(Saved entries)
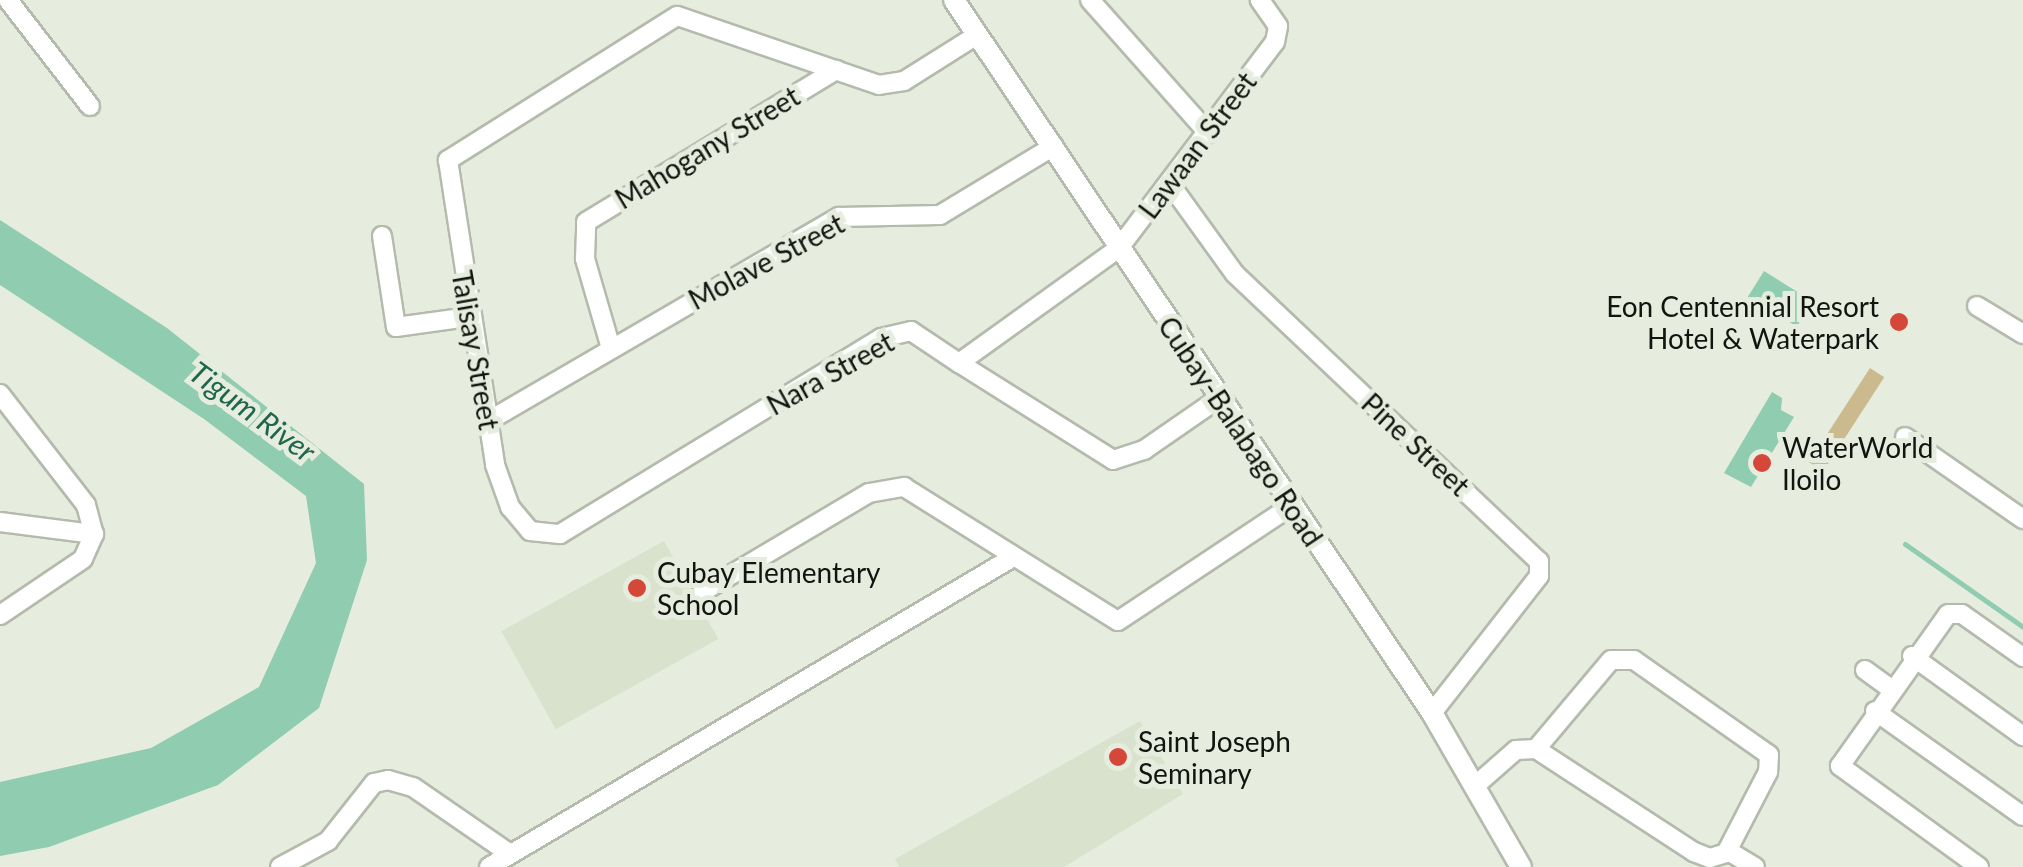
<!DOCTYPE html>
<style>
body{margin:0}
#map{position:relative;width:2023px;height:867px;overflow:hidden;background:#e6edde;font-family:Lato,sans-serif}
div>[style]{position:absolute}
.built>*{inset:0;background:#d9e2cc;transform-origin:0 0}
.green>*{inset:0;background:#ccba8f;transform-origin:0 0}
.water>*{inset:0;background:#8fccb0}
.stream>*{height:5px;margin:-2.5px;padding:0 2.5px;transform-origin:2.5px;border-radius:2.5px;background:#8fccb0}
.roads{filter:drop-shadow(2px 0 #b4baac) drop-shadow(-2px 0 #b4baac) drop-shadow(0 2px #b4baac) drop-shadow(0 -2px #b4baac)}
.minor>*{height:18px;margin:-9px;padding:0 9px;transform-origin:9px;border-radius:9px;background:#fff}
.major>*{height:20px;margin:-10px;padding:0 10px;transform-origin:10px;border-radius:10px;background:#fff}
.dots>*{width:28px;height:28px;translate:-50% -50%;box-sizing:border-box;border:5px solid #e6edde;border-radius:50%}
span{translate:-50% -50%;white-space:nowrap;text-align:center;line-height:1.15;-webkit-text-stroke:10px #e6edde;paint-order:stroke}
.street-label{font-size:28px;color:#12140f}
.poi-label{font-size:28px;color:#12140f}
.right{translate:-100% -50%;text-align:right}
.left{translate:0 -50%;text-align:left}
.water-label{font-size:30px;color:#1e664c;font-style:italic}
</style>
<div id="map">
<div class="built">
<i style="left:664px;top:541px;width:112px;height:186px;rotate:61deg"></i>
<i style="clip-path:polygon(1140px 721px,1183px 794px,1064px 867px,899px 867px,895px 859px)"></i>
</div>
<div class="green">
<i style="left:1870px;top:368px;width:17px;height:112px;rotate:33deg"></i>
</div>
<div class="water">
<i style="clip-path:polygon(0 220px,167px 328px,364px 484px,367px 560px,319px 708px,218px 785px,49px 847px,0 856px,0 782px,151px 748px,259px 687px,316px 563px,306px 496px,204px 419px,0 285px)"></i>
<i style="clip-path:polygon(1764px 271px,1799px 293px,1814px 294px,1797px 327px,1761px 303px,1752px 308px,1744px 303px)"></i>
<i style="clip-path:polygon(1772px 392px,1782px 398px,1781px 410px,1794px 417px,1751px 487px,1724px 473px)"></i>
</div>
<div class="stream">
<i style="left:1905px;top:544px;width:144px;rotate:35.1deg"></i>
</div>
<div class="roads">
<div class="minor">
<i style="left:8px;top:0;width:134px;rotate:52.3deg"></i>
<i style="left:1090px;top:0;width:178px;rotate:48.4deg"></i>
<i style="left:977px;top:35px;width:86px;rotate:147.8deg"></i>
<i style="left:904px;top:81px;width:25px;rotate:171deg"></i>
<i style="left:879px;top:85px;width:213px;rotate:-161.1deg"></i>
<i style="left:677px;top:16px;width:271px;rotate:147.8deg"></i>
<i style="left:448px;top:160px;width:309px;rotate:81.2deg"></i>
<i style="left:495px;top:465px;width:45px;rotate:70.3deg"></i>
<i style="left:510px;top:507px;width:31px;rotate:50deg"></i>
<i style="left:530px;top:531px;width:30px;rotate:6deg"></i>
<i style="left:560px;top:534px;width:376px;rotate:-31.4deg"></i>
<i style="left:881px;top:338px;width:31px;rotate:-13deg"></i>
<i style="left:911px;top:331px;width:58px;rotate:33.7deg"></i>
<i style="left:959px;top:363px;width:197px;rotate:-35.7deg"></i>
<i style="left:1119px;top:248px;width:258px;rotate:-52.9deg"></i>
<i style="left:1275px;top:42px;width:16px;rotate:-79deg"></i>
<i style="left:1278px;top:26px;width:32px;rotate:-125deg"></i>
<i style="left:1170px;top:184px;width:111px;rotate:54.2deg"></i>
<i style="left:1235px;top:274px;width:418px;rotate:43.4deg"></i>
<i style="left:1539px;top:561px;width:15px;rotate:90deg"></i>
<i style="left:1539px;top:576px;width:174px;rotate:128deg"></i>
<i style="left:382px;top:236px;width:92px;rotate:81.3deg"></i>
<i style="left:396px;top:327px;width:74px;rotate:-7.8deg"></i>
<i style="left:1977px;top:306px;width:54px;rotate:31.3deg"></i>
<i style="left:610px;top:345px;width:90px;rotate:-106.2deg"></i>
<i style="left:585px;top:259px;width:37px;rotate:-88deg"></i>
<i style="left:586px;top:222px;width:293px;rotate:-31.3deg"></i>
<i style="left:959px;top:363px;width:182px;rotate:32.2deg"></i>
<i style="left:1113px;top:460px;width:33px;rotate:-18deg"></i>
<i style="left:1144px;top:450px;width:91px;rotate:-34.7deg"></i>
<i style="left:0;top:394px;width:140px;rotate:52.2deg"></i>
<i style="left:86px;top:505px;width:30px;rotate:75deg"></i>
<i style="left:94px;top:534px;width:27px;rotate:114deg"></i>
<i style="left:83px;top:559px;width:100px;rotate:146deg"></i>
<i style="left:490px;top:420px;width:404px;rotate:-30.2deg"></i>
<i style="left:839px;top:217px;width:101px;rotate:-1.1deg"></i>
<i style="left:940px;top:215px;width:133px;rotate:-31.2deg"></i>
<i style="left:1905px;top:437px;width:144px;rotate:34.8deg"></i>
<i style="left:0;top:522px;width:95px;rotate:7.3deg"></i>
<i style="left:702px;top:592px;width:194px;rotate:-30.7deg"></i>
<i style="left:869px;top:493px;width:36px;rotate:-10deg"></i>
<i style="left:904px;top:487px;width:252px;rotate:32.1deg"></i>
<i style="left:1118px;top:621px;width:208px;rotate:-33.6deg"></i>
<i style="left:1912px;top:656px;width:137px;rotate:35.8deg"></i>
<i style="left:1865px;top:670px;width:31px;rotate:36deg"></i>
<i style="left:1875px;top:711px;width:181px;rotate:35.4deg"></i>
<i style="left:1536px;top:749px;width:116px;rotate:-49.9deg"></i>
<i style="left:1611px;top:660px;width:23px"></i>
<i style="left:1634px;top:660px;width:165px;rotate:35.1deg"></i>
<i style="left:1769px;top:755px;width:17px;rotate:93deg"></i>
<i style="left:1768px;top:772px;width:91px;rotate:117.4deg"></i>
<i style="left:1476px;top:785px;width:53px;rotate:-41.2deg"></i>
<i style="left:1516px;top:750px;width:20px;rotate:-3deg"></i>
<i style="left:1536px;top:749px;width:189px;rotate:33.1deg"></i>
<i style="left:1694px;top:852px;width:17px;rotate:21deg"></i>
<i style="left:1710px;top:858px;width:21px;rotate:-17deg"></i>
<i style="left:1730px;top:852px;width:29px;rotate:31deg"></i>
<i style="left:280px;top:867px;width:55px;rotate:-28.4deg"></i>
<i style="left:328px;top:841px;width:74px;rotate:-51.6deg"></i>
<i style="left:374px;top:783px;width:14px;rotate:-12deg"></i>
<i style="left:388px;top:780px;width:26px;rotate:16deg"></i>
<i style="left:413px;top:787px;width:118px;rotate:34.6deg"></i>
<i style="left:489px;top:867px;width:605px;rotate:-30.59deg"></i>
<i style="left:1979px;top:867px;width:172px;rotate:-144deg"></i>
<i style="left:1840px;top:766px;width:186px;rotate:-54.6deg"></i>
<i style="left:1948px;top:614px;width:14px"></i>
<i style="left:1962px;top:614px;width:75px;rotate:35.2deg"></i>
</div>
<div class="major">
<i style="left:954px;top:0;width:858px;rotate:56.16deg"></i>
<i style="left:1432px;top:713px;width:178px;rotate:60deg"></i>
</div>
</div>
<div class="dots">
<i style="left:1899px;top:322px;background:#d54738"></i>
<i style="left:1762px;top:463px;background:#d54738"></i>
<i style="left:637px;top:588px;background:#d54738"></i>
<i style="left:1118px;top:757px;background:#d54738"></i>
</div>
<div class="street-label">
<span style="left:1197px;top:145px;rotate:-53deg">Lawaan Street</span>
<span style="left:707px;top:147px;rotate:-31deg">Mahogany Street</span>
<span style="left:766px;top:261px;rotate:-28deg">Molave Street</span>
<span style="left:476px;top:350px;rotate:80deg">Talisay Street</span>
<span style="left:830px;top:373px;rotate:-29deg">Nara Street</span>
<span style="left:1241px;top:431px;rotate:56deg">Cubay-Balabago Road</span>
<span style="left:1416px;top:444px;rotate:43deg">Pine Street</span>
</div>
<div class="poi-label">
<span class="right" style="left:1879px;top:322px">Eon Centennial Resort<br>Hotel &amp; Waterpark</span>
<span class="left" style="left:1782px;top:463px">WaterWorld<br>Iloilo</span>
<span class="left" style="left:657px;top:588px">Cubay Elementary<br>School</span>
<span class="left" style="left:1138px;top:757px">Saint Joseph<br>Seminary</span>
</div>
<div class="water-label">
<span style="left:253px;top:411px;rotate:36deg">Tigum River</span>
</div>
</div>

Task requirements :: Find and copy each line above that includes the string "stream".

Task response ::
.stream>*{height:5px;margin:-2.5px;padding:0 2.5px;transform-origin:2.5px;border-radius:2.5px;background:#8fccb0}
<div class="stream">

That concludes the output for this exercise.